Esto viene bien a propósito de Se vende humo (Valparaíso: Narrativa Punto Aparte, 2017), de Joaquín Escobar (Santiago, 1986), una serie de historias que se interconectan en forma de mosaico, logrando conformar con ello una postulación completa de cosmos narrativo que, partiendo desde la oferta de una crítica moral de la vida cotidiana en sentido propio, es capaz de destruir toda posibilidad del cómodo pacto narrativo naturalista retomado por buena parte de nuestra novelística joven contemporánea, para adentrarse en una genuina tentativa grotesca.
La originalidad de esta construcción grotesca es precisamente lo que produce en la colección una crítica extra-moral, al apelar a problemáticas mucho más fundamentales y globales con respecto a la sociedad contemporánea.

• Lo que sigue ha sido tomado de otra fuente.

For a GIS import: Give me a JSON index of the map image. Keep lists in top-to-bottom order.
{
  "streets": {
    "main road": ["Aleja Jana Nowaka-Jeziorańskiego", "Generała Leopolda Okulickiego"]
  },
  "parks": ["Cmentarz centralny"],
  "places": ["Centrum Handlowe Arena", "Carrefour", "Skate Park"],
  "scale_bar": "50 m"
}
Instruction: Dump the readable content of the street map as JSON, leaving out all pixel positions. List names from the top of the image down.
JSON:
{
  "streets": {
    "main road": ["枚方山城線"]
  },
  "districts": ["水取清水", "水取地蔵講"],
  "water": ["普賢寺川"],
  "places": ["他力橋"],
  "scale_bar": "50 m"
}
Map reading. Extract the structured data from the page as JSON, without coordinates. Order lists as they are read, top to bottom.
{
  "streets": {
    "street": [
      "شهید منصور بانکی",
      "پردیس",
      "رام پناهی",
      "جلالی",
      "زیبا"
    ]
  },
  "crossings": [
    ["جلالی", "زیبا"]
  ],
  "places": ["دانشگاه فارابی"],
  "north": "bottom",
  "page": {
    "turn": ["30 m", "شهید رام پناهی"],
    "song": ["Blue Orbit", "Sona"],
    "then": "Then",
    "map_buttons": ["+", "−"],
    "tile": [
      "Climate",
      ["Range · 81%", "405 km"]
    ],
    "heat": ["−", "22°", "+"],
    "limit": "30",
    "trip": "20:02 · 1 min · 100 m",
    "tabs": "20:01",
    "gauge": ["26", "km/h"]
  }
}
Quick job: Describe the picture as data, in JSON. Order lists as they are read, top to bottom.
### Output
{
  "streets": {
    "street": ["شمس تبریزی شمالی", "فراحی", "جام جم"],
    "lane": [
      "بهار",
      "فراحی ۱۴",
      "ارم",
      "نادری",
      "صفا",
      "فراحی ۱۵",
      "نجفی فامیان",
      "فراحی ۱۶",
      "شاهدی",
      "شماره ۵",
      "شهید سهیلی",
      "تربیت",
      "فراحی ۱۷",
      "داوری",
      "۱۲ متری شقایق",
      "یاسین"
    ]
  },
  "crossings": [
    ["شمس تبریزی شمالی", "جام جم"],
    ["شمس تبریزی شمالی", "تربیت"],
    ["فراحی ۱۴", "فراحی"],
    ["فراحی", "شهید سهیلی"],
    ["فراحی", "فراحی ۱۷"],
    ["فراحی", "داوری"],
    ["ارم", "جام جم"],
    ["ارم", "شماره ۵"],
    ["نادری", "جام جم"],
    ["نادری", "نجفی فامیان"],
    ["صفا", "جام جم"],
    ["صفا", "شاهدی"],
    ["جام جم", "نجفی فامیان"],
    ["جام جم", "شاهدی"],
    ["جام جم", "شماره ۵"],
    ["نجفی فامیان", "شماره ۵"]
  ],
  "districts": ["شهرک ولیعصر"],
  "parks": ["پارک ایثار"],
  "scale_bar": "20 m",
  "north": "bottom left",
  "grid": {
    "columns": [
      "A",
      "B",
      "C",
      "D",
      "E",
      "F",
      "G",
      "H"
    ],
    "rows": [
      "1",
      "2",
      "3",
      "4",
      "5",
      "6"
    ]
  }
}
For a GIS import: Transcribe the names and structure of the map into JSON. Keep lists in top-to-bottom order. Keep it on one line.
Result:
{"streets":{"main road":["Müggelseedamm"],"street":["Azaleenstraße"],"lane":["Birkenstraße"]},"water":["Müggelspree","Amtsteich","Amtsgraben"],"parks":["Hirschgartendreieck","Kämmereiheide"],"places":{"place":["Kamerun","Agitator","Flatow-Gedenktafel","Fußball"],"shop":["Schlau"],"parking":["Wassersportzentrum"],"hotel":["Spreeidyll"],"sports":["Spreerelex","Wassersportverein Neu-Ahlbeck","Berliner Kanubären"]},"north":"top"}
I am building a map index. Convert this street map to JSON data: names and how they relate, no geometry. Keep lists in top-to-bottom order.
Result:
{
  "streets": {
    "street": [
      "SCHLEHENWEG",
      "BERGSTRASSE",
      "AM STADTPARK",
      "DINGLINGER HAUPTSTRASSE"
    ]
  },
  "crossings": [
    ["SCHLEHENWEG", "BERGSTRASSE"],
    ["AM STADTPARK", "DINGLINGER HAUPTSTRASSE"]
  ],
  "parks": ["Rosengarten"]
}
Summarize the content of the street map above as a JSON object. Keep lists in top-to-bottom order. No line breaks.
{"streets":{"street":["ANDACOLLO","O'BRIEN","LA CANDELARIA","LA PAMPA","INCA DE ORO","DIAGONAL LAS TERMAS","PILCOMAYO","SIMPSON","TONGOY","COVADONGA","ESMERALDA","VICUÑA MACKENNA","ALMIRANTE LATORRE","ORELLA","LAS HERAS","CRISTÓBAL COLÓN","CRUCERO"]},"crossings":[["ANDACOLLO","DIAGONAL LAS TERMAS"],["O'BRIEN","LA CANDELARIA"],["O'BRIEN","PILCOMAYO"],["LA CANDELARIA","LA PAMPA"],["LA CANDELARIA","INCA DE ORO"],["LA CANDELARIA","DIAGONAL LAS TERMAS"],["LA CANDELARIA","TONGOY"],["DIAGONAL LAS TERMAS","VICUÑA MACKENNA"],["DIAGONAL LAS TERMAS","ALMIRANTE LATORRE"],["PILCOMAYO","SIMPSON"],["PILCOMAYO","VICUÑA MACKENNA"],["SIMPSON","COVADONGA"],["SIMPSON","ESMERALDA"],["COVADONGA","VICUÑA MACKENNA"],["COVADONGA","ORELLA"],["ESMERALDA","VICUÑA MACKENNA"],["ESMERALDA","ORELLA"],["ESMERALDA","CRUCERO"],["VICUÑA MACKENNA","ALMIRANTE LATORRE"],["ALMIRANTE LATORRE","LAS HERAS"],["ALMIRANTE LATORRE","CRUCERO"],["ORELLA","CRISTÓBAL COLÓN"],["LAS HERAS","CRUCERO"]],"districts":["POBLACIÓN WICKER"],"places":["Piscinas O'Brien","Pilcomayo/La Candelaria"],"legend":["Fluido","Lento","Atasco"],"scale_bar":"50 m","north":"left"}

El procedimiento para ello es que, más allá de lo grotesco cumplido -lo cual implica acá la metamorfosis en lo real que supone la alucinación y la subversión continua del pacto narrativo, así como la indeterminación de los mismos sujetos en cuanto agentes perceptivos-, se agregan como elementos tematizados la cultura intelectual moderna y, más aun, la teoría crítica, mas tematizados en la medida en que son reducidos a sus remanentes estéticos, vaciados de un contenido que parece haberse percolado hacia la base misma de la escritura.
La metamorfosis de lo real acá, su efectiva monstruosidad, no aparece en su forma tradicional, como el desafío de una naturaleza indomable, sino como una sobrenaturaleza incontrarrestable y corrosiva. Así, el flujo de información en la superficie del texto, que reproduce incansablemente la sobreestimulación mediática masiva del Chile actual -el fútbol, música popular, redes sociales-, tan solo encubre a medias la distorsión basal que produce una crisis social devenida permanente, en el estado más avanzado de descomposición social, en los mismos procedimientos narrativos.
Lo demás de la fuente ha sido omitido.